Your objective: Each entry below should be output exactly, apart from its images.

* * *

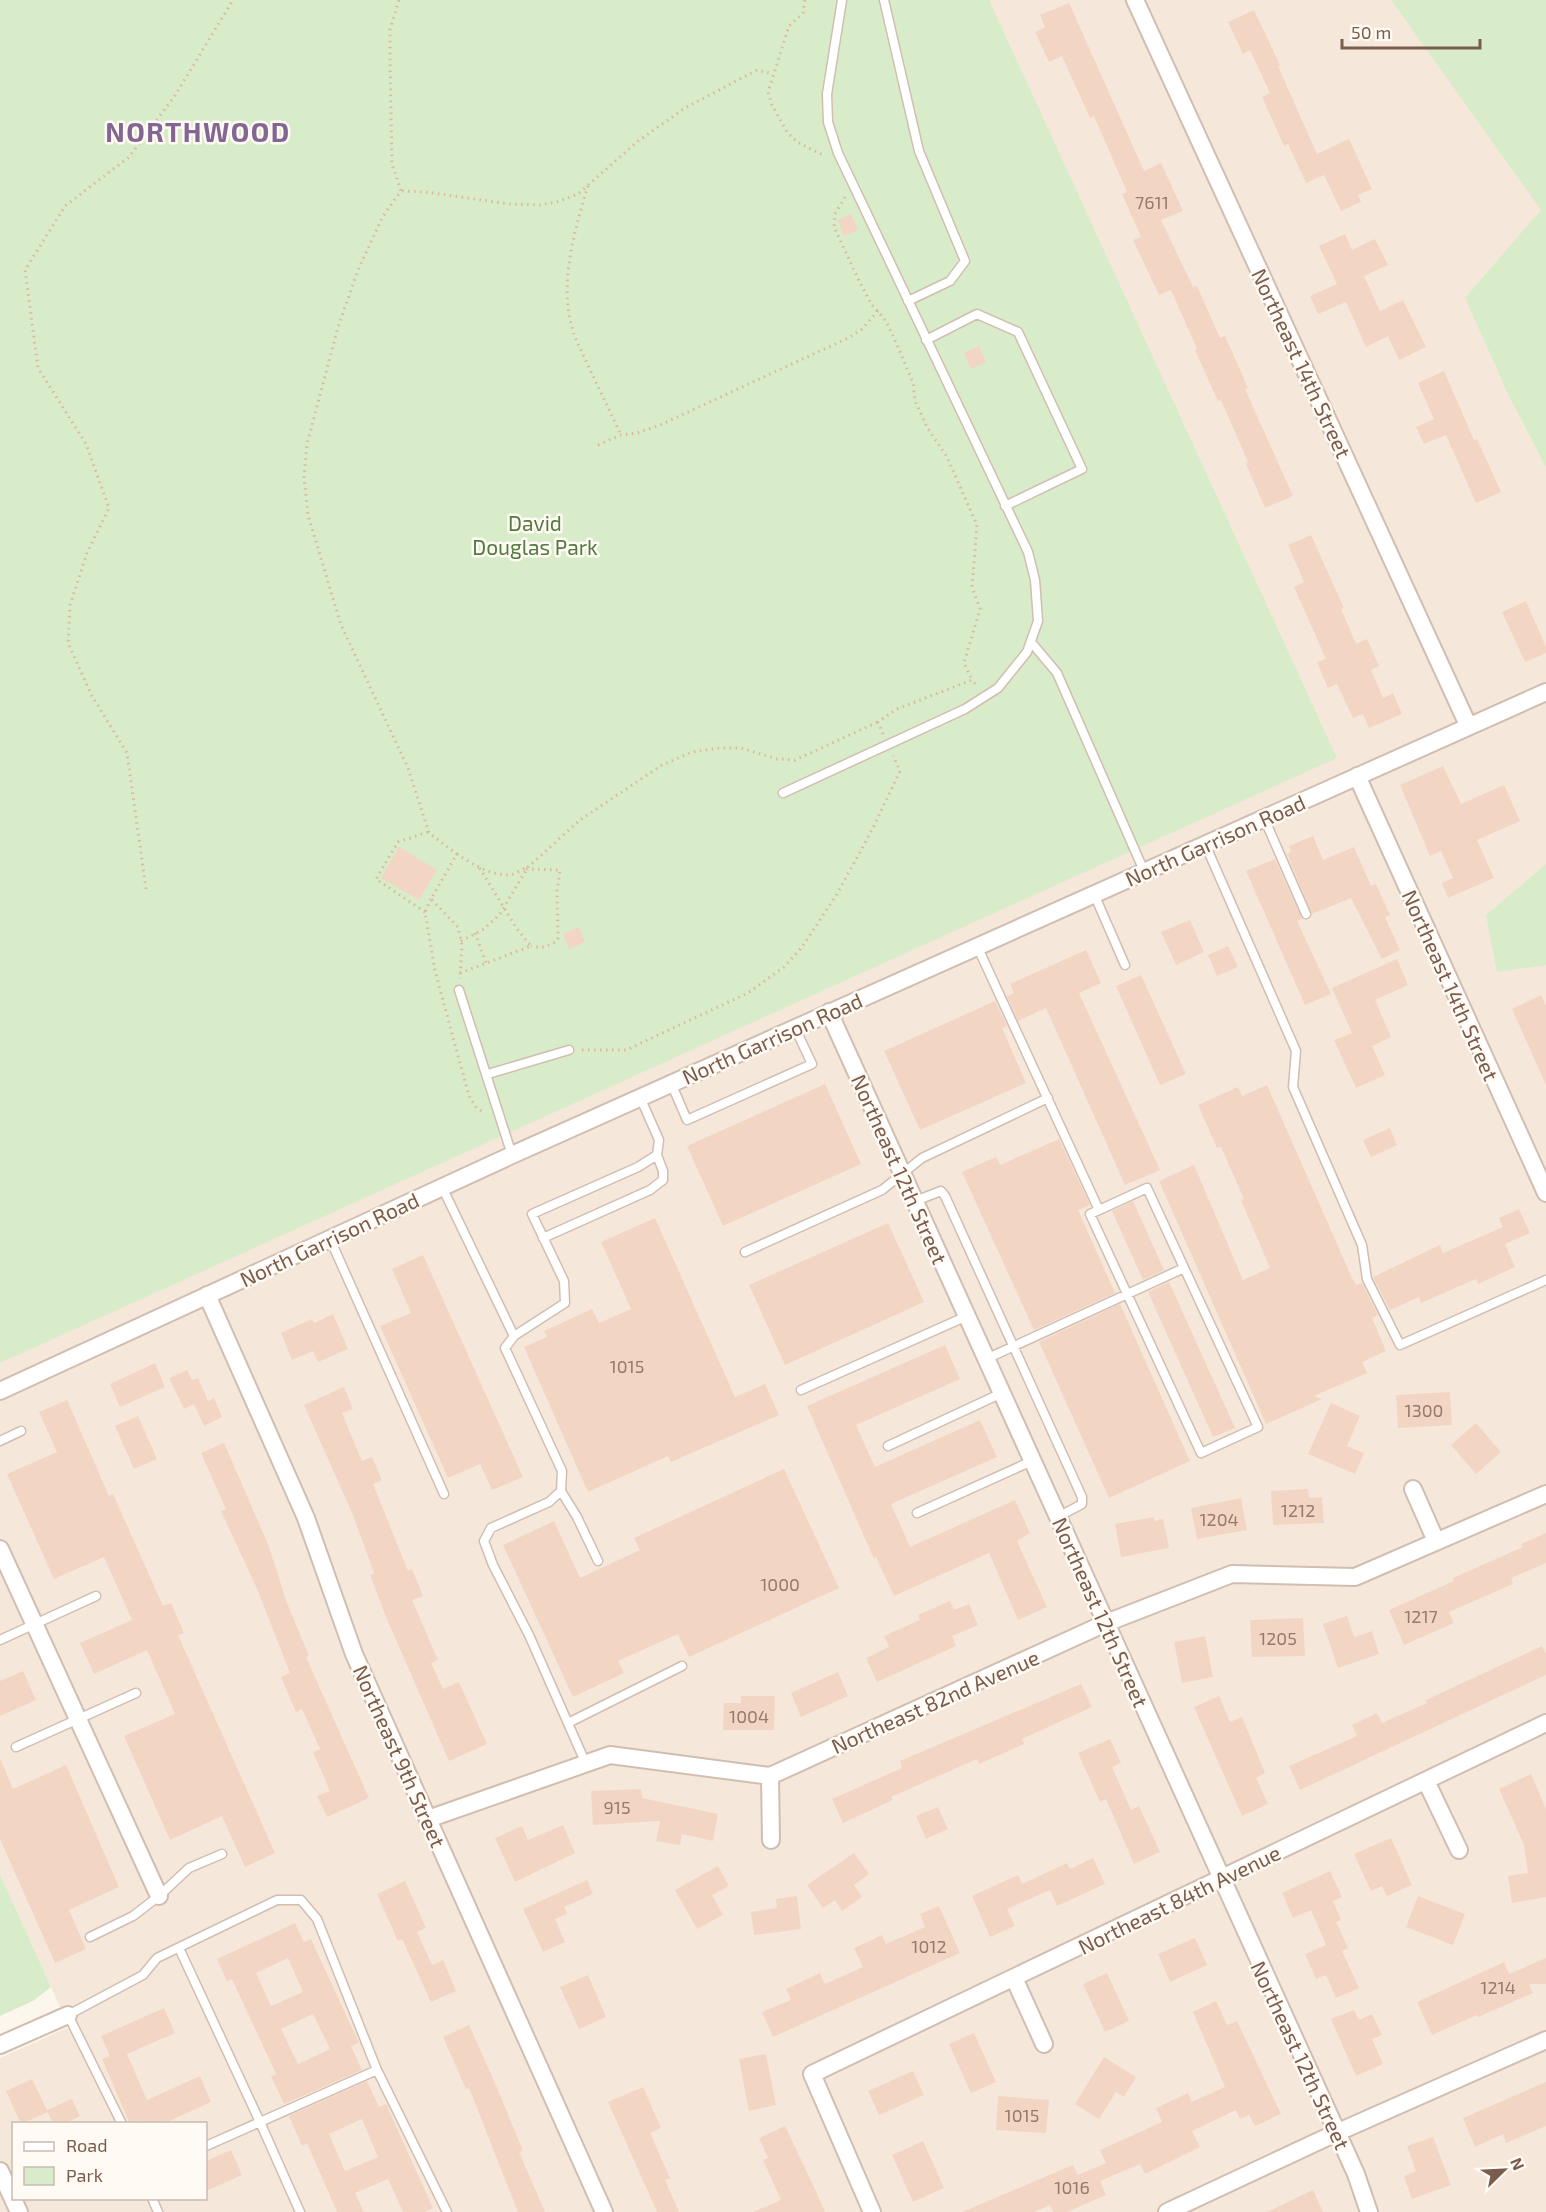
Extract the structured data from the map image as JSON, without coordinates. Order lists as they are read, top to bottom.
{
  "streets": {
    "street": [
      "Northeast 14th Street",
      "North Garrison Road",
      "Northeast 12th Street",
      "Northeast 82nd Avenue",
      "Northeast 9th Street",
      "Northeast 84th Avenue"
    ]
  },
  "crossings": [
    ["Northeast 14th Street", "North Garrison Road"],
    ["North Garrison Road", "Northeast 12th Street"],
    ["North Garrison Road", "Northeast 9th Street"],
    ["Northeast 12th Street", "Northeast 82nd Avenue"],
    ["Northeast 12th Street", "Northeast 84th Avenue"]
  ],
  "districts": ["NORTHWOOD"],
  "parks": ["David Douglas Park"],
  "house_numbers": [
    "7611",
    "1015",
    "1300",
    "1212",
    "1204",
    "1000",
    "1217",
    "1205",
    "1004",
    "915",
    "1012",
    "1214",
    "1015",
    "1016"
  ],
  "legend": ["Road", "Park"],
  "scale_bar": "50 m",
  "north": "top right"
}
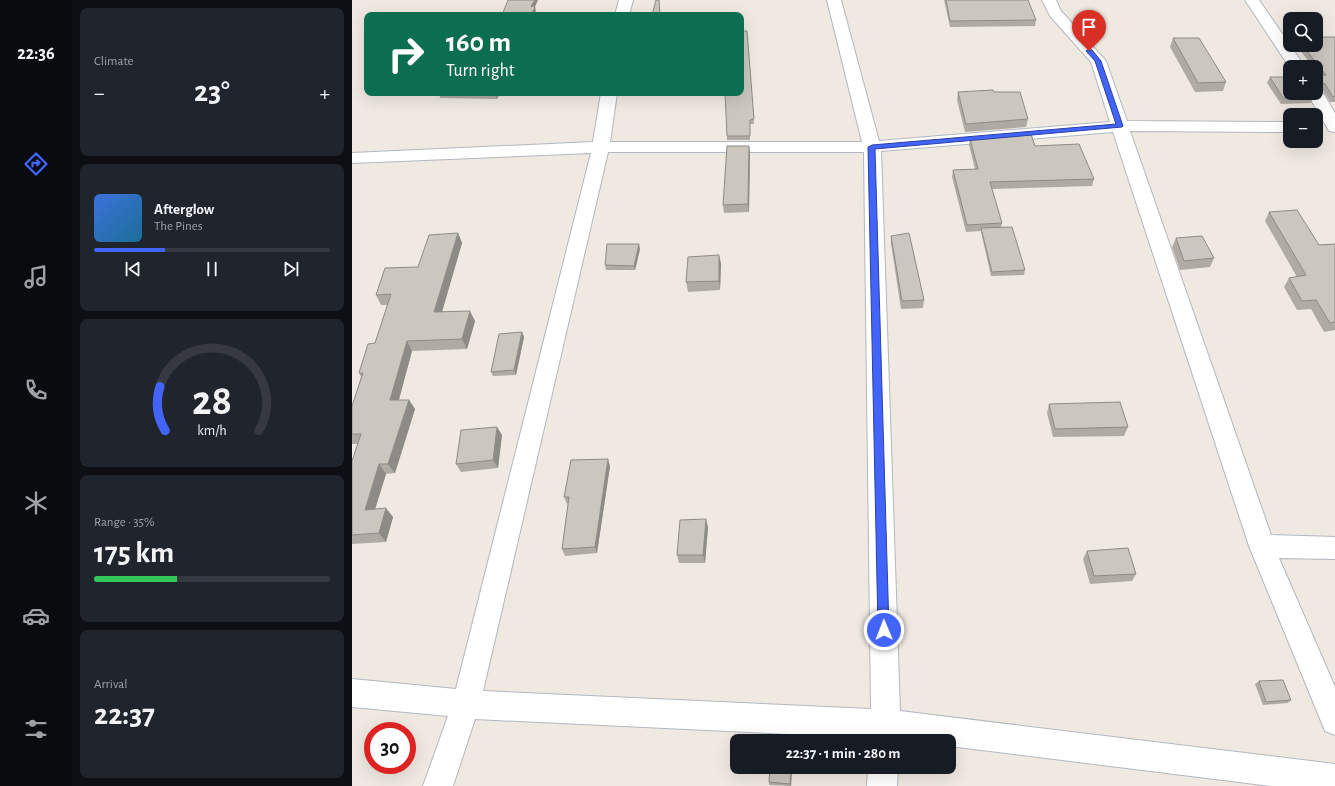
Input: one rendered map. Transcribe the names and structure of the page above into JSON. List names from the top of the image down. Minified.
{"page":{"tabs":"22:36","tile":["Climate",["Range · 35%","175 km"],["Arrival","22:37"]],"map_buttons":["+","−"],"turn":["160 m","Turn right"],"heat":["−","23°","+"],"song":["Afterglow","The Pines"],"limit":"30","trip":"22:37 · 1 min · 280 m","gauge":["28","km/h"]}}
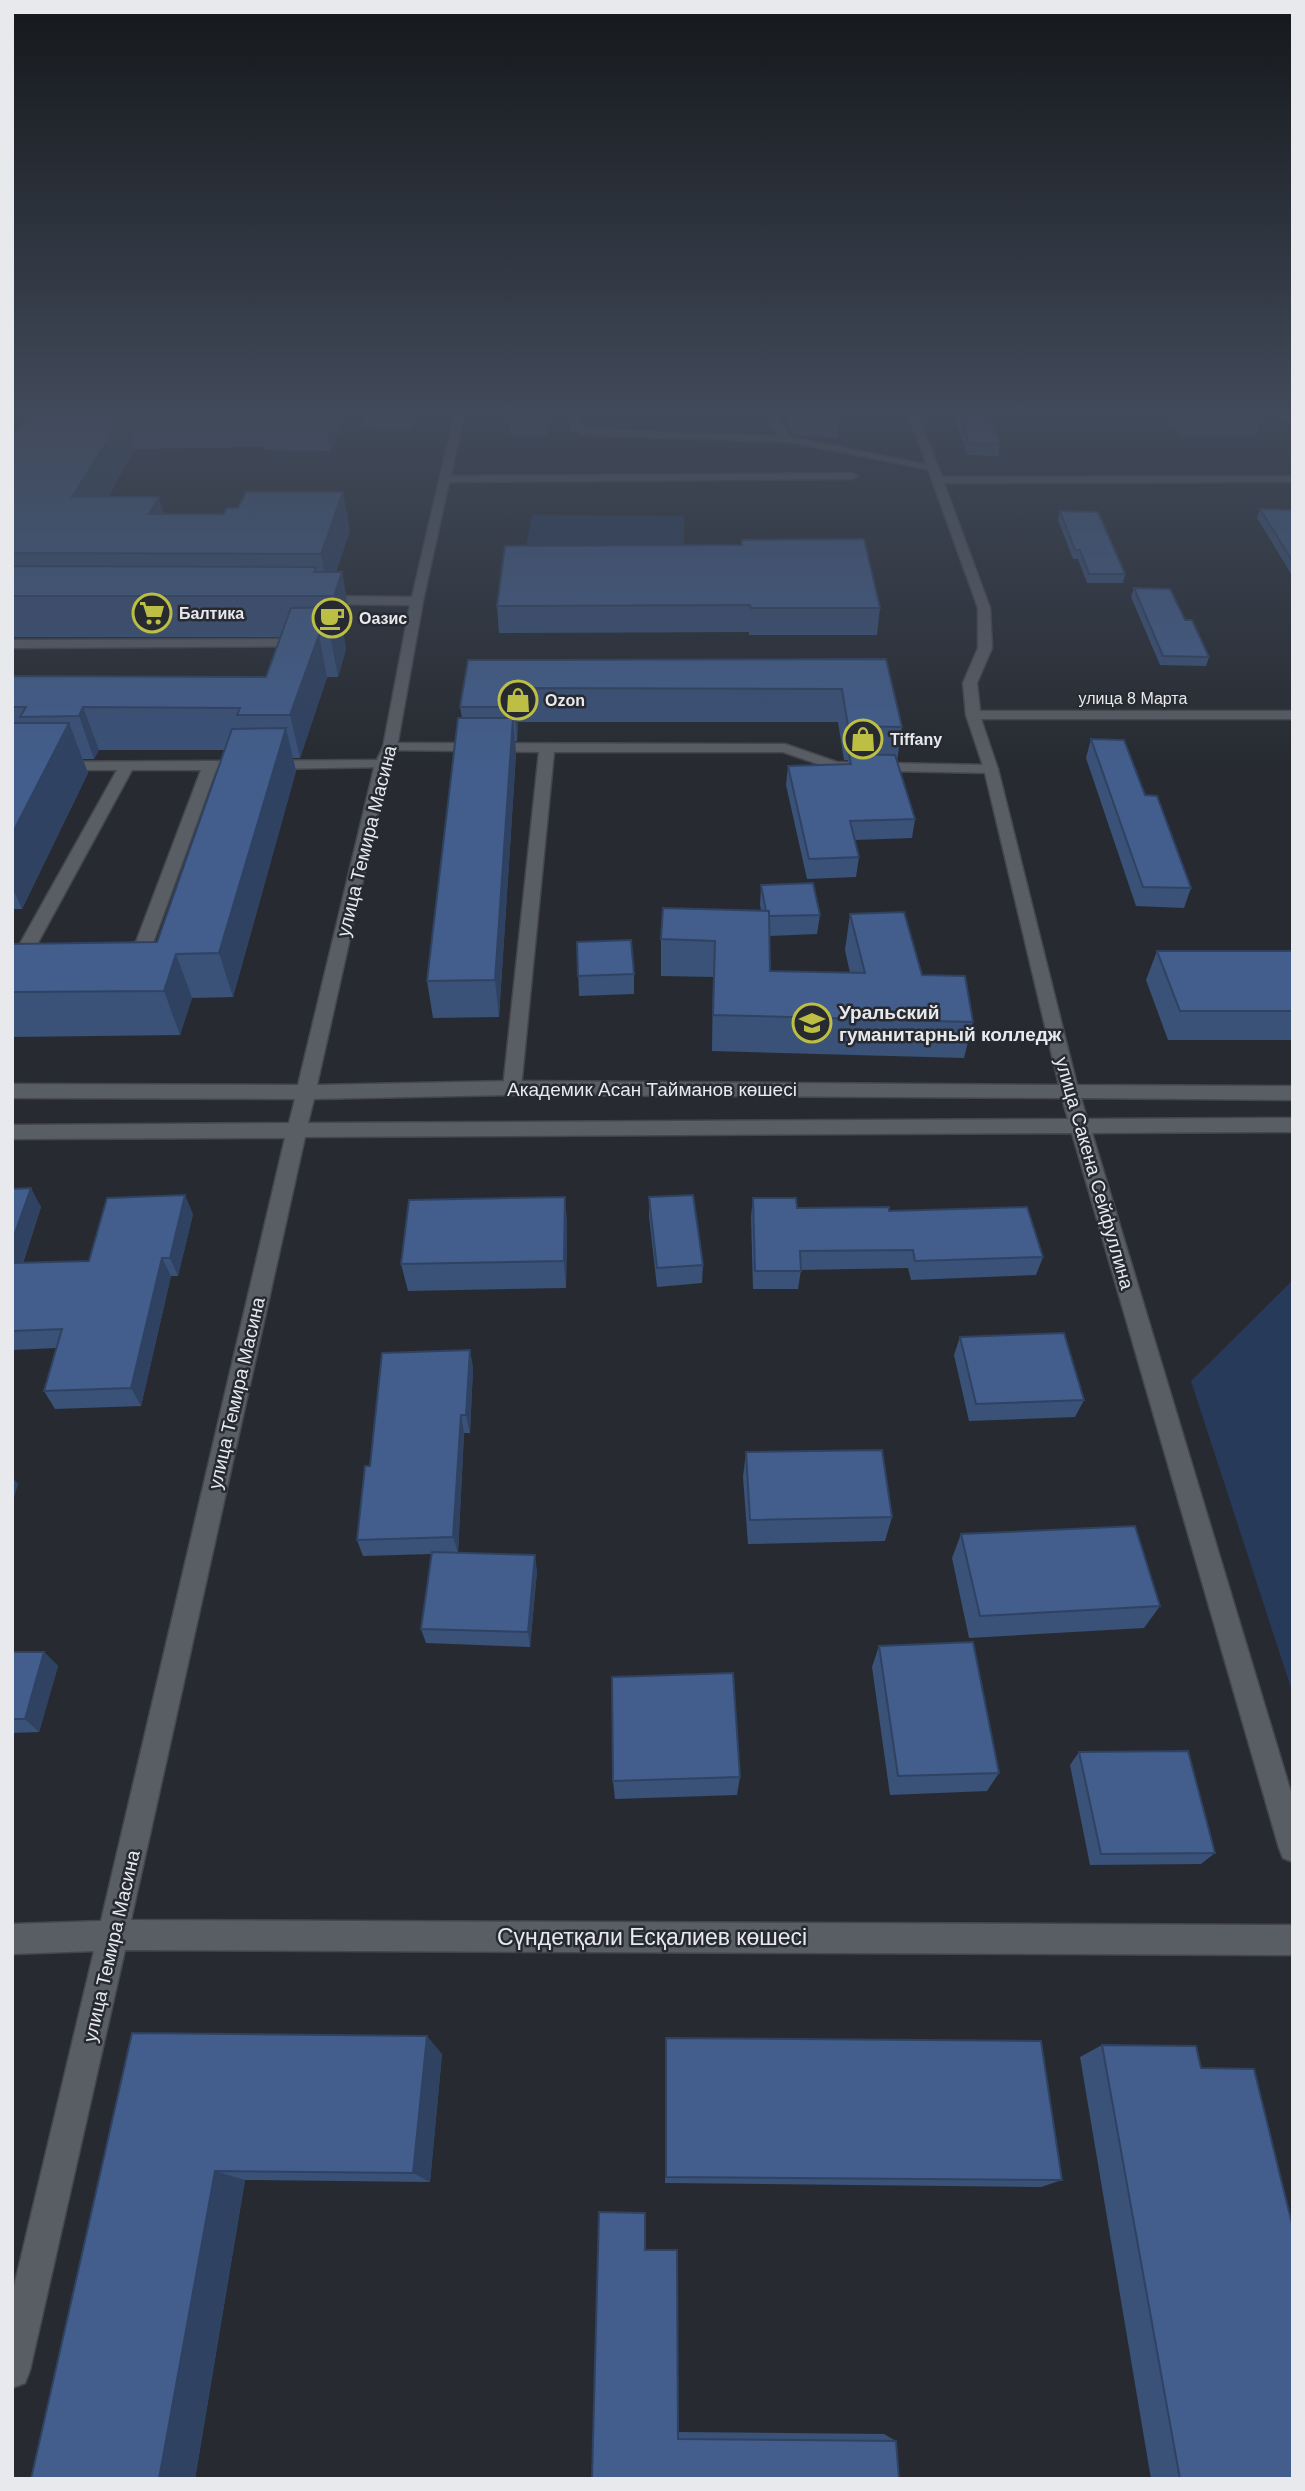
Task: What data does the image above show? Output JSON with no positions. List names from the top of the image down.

* * *

Exercise solution:
Extract the structured data from the map image as JSON, without coordinates. Order lists as they are read, top to bottom.
{
  "streets": {
    "street": [
      "Northeast 14th Street",
      "North Garrison Road",
      "Northeast 12th Street",
      "Northeast 82nd Avenue",
      "Northeast 9th Street",
      "Northeast 84th Avenue"
    ]
  },
  "crossings": [
    ["Northeast 14th Street", "North Garrison Road"],
    ["North Garrison Road", "Northeast 12th Street"],
    ["North Garrison Road", "Northeast 9th Street"],
    ["Northeast 12th Street", "Northeast 82nd Avenue"],
    ["Northeast 12th Street", "Northeast 84th Avenue"]
  ],
  "districts": ["NORTHWOOD"],
  "parks": ["David Douglas Park"],
  "house_numbers": [
    "7611",
    "1015",
    "1300",
    "1212",
    "1204",
    "1000",
    "1217",
    "1205",
    "1004",
    "915",
    "1012",
    "1214",
    "1015",
    "1016"
  ],
  "legend": ["Road", "Park"],
  "scale_bar": "50 m",
  "north": "top right"
}
Input: one rendered map. Transcribe the names and structure of the page above into JSON. List names from the top of the image down. Minified.
{"page":{"tabs":"22:36","tile":["Climate",["Range · 35%","175 km"],["Arrival","22:37"]],"map_buttons":["+","−"],"turn":["160 m","Turn right"],"heat":["−","23°","+"],"song":["Afterglow","The Pines"],"limit":"30","trip":"22:37 · 1 min · 280 m","gauge":["28","km/h"]}}
Task: What data does the image above show? Output JSON with no positions. List names from the top of the image down.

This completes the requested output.